→ **Your objective**
Examine each line of the data. Copy the line if it includes the word "strokeText".

Stored data:

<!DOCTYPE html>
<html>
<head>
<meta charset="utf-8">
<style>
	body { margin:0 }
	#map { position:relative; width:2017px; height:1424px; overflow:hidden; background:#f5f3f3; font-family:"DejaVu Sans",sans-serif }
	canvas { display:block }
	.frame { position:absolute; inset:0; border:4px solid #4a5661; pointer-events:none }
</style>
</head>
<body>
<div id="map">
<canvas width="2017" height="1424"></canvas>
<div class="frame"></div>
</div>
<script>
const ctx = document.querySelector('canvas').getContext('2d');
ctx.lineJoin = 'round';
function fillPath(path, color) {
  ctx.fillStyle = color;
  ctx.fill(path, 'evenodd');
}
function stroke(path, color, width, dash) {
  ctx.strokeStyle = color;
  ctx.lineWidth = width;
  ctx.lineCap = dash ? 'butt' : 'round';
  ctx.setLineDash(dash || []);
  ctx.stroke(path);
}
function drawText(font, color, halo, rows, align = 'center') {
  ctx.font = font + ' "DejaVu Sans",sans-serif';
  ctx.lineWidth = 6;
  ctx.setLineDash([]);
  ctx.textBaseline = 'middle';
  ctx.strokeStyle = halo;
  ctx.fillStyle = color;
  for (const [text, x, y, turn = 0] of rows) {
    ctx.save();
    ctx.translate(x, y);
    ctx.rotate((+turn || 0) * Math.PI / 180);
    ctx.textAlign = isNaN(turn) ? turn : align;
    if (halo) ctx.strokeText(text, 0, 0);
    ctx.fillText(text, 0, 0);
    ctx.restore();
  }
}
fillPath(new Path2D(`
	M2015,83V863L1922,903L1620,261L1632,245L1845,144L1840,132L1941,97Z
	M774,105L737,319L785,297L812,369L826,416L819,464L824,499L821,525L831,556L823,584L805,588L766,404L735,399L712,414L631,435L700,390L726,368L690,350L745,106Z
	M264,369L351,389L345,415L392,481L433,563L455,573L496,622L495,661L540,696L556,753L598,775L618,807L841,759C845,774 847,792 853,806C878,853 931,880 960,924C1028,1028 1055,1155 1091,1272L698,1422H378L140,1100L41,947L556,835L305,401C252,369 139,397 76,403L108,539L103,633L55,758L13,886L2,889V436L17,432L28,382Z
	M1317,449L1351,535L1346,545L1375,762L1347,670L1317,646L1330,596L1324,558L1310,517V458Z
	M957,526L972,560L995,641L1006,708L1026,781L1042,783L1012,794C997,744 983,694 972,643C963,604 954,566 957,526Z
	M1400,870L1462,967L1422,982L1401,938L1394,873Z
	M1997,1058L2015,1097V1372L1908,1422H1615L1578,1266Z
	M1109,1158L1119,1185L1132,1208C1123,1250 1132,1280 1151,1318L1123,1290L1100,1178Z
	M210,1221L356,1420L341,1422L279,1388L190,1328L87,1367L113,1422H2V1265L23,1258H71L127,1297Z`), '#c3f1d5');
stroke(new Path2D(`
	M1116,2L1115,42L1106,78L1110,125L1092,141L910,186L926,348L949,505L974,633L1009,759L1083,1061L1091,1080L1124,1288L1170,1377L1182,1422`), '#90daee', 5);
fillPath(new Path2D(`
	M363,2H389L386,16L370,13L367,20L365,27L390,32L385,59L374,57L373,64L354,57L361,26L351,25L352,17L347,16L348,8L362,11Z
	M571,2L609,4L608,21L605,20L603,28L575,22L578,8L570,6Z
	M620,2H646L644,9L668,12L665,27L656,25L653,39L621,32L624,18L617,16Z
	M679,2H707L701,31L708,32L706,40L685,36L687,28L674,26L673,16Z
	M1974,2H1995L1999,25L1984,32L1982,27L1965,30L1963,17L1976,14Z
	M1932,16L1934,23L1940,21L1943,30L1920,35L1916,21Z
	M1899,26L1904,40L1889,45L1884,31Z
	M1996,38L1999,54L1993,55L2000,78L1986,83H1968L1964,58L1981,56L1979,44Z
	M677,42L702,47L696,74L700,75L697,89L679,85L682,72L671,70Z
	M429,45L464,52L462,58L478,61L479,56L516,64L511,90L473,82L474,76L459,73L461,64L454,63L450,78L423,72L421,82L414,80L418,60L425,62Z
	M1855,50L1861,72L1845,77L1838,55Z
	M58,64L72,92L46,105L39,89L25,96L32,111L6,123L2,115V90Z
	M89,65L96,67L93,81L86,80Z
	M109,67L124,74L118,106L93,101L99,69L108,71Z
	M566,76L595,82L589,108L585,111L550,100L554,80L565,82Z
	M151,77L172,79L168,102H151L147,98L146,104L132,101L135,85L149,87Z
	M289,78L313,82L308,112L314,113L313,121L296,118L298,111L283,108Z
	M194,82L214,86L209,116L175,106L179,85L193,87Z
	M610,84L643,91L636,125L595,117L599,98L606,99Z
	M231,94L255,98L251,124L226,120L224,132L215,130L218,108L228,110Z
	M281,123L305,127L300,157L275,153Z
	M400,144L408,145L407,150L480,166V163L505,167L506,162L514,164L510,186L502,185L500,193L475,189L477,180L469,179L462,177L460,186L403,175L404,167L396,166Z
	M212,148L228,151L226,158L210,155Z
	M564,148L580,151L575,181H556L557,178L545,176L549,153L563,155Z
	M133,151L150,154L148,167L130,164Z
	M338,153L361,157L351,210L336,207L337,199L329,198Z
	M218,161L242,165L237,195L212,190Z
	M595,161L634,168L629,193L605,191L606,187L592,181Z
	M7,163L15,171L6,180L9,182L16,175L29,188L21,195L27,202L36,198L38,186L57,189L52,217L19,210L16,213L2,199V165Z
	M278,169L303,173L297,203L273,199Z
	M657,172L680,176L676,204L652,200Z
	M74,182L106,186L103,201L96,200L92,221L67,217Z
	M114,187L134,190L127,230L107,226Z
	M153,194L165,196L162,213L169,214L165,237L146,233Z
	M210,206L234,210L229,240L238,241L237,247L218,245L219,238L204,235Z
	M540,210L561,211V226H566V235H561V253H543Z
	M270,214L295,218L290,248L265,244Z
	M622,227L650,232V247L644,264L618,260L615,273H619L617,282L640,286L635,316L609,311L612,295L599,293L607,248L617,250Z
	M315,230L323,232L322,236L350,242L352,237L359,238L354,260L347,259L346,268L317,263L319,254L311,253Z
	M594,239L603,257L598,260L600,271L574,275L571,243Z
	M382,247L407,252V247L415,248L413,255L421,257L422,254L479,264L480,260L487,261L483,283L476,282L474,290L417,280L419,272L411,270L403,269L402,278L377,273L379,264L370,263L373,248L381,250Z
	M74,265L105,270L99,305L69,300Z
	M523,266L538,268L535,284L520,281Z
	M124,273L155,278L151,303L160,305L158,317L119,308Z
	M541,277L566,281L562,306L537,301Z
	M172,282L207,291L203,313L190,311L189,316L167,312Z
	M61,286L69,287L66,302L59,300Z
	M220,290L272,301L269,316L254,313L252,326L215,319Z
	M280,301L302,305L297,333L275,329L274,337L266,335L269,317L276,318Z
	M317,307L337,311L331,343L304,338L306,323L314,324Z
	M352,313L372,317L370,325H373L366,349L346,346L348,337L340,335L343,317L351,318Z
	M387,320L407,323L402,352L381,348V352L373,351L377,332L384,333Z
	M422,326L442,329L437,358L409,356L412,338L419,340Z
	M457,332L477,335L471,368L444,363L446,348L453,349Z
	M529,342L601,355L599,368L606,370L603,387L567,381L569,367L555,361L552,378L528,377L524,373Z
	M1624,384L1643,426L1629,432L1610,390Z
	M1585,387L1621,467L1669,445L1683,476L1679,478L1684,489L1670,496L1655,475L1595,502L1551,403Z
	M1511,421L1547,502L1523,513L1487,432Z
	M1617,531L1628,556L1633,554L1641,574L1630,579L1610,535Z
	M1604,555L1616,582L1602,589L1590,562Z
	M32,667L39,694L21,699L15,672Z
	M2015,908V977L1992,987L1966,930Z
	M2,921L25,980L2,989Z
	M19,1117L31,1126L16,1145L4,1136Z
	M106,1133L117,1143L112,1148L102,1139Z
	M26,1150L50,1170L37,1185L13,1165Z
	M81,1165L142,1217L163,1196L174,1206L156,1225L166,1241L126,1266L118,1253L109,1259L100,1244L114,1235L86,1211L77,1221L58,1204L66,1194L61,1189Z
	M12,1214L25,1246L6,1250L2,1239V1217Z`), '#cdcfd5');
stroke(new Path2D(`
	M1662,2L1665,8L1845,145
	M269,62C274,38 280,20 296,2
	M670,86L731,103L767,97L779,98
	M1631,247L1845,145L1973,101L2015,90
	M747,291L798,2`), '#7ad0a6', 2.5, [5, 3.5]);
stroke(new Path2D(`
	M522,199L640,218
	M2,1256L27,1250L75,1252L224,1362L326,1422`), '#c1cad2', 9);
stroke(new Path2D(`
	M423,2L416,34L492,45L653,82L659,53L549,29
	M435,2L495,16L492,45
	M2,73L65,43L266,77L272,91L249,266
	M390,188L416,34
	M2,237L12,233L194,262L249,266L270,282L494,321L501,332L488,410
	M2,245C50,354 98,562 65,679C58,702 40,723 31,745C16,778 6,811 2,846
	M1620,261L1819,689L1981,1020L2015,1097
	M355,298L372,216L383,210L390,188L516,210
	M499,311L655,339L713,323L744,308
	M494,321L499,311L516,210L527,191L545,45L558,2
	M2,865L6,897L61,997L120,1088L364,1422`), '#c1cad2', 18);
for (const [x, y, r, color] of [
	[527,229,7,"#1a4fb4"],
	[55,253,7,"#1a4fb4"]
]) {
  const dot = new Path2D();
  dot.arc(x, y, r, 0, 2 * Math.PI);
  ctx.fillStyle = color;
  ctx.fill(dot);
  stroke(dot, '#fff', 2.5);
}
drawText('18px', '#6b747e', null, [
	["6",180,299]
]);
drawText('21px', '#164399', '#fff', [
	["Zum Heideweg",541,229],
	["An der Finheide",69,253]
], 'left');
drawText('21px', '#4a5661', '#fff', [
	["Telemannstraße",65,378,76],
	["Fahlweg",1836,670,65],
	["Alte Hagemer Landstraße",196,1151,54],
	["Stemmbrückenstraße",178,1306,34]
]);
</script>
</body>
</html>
* * *
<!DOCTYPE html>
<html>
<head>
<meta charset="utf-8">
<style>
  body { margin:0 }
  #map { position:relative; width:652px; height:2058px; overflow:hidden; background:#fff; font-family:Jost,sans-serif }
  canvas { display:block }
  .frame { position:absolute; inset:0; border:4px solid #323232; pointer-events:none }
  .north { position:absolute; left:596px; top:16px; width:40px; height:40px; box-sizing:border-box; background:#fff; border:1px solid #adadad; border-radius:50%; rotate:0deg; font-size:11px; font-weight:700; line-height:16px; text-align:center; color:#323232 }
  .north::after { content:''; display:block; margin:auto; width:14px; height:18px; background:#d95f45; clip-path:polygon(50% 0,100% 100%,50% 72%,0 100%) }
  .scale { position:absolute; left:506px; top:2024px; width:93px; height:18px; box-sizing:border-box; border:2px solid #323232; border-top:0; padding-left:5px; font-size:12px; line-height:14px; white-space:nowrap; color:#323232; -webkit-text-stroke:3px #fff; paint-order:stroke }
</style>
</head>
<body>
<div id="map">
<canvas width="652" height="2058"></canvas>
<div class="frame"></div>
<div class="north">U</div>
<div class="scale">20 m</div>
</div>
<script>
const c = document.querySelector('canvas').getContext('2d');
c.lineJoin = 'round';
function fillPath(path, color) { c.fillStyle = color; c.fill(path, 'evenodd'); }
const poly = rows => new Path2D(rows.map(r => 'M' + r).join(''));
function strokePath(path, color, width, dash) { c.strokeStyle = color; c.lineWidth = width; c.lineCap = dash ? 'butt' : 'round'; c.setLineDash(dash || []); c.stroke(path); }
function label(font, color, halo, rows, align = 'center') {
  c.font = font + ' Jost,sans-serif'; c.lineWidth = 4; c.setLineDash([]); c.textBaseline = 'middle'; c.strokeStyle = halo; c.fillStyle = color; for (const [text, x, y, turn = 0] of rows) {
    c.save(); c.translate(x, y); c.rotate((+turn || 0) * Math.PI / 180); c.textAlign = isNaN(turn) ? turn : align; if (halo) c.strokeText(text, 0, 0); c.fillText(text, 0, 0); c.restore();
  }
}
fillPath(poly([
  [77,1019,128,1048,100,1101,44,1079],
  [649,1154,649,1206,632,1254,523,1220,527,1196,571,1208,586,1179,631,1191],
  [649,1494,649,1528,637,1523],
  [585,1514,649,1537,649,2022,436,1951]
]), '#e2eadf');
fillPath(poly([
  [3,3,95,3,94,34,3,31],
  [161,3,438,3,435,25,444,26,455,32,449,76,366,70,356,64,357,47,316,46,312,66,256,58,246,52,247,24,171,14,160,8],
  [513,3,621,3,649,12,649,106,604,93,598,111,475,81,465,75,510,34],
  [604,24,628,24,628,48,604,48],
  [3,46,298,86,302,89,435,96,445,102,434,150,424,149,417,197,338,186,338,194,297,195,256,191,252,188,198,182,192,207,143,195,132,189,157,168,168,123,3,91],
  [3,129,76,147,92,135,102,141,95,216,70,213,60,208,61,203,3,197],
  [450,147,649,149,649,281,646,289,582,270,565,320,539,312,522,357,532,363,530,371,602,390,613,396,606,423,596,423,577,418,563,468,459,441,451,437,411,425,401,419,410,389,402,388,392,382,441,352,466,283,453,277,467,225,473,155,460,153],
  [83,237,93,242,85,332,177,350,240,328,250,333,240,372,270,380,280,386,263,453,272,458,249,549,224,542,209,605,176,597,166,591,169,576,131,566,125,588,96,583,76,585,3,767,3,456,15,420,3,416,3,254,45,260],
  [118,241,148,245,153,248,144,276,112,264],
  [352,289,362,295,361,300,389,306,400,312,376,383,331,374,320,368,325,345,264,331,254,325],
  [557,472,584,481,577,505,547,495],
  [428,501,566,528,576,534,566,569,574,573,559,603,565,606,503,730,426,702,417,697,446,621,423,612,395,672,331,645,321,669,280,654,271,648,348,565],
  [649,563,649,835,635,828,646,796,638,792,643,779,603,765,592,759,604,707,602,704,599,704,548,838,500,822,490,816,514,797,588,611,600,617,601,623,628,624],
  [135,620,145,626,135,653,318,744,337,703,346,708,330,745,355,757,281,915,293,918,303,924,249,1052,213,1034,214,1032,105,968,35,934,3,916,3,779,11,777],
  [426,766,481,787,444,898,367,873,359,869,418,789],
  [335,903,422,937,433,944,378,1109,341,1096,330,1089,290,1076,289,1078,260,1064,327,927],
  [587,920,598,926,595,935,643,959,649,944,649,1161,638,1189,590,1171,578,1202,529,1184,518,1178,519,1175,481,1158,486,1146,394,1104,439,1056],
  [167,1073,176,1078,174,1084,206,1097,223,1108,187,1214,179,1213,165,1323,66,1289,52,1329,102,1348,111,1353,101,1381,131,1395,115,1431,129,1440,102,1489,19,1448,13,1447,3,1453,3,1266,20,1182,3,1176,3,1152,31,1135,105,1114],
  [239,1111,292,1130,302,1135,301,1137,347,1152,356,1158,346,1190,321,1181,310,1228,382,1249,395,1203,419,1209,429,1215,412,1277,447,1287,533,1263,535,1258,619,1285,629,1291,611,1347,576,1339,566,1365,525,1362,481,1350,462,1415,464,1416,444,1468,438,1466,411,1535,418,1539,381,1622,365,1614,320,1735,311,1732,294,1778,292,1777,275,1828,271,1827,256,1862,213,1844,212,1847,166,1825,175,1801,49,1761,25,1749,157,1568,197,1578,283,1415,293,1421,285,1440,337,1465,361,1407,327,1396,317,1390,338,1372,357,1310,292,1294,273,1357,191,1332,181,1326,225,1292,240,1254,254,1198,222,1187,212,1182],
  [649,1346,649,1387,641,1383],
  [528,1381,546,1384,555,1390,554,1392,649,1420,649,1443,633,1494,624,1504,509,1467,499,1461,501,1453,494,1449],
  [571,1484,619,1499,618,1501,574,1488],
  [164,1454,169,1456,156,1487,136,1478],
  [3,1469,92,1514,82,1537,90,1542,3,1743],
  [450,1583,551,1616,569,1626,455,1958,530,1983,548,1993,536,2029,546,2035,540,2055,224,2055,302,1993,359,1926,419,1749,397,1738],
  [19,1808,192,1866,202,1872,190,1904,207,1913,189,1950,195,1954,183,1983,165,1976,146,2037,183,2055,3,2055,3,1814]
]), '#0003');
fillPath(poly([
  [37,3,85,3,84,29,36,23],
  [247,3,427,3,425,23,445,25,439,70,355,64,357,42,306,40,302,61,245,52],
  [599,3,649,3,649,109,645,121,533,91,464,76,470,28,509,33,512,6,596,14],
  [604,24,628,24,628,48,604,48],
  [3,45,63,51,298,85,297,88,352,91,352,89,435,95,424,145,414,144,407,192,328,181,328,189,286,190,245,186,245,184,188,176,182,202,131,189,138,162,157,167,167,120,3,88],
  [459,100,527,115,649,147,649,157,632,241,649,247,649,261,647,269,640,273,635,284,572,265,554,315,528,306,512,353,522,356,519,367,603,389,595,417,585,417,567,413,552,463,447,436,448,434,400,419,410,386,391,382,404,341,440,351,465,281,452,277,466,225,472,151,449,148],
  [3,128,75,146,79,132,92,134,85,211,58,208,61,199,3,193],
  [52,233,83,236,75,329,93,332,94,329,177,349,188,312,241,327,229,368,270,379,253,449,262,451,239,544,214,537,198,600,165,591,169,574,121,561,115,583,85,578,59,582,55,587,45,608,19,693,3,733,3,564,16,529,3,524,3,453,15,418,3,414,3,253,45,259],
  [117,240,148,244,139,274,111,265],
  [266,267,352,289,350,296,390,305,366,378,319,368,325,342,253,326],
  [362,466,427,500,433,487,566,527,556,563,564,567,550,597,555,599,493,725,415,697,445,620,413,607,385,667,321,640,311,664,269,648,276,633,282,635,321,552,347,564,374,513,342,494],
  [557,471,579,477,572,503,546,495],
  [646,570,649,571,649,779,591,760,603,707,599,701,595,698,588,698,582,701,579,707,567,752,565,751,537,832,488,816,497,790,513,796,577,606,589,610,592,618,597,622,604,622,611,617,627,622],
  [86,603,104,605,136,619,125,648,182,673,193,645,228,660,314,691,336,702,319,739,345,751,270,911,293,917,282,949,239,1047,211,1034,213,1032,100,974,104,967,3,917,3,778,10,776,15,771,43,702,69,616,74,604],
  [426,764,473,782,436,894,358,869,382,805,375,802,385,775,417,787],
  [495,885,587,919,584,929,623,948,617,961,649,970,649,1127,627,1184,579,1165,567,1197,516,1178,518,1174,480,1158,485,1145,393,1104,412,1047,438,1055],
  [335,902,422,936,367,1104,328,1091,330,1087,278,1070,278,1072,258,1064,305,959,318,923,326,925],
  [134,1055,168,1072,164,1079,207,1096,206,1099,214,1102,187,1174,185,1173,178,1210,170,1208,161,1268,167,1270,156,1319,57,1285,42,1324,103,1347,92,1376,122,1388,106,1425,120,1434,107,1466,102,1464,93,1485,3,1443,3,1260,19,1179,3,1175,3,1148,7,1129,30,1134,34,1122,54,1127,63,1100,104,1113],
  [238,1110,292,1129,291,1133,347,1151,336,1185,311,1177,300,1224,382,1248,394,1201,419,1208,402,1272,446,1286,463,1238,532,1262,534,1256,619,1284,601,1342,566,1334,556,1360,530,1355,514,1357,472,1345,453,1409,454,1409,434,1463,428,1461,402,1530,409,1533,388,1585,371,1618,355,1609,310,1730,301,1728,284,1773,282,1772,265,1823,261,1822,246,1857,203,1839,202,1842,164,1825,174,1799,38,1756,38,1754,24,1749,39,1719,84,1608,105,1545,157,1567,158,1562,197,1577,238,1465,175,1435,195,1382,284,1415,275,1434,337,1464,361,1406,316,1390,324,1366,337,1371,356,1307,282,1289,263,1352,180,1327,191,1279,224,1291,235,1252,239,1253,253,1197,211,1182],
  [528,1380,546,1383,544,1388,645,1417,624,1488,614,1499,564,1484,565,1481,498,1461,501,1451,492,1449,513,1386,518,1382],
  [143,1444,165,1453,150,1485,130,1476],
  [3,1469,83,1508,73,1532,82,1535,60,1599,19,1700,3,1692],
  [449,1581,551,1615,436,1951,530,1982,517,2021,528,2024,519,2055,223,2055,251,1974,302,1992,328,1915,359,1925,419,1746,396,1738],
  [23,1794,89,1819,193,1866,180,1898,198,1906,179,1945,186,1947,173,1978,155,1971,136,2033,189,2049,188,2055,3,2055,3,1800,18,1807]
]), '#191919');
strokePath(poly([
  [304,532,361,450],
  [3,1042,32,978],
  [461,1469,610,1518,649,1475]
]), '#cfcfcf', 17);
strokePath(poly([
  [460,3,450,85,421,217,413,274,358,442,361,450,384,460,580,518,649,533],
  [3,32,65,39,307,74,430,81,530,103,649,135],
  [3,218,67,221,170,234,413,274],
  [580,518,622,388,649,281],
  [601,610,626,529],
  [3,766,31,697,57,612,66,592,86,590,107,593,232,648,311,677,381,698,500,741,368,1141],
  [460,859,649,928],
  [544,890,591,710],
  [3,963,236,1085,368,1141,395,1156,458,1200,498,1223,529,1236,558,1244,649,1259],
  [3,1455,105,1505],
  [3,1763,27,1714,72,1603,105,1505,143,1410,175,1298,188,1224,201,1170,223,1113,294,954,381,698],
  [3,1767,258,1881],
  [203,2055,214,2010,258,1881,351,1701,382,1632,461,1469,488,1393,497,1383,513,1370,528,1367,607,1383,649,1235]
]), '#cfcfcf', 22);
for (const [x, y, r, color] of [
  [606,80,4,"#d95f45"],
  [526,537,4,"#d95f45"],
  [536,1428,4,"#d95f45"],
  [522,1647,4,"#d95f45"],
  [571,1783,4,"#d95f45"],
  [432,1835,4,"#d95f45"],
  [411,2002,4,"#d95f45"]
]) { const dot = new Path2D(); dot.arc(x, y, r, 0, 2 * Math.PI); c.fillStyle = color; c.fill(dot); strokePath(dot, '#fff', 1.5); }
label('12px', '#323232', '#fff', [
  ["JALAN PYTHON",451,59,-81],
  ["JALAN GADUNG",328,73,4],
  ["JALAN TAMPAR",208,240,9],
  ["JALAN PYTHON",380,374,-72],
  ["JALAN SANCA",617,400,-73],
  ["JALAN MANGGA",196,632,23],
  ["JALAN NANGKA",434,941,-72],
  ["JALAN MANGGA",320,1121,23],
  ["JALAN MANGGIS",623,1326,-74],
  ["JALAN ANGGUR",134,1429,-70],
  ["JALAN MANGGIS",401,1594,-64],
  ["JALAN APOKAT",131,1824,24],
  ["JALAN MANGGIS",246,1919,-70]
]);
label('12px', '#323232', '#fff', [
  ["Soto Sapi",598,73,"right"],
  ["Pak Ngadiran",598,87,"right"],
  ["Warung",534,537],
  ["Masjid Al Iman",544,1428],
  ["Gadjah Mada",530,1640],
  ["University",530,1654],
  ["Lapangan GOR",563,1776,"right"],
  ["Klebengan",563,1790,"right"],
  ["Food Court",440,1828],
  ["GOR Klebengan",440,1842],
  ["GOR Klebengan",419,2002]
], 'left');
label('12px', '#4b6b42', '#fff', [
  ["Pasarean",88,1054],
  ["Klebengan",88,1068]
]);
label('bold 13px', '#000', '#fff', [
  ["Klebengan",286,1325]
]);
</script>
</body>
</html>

→ **Answer section**
    if (halo) ctx.strokeText(text, 0, 0);
    c.save(); c.translate(x, y); c.rotate((+turn || 0) * Math.PI / 180); c.textAlign = isNaN(turn) ? turn : align; if (halo) c.strokeText(text, 0, 0); c.fillText(text, 0, 0); c.restore();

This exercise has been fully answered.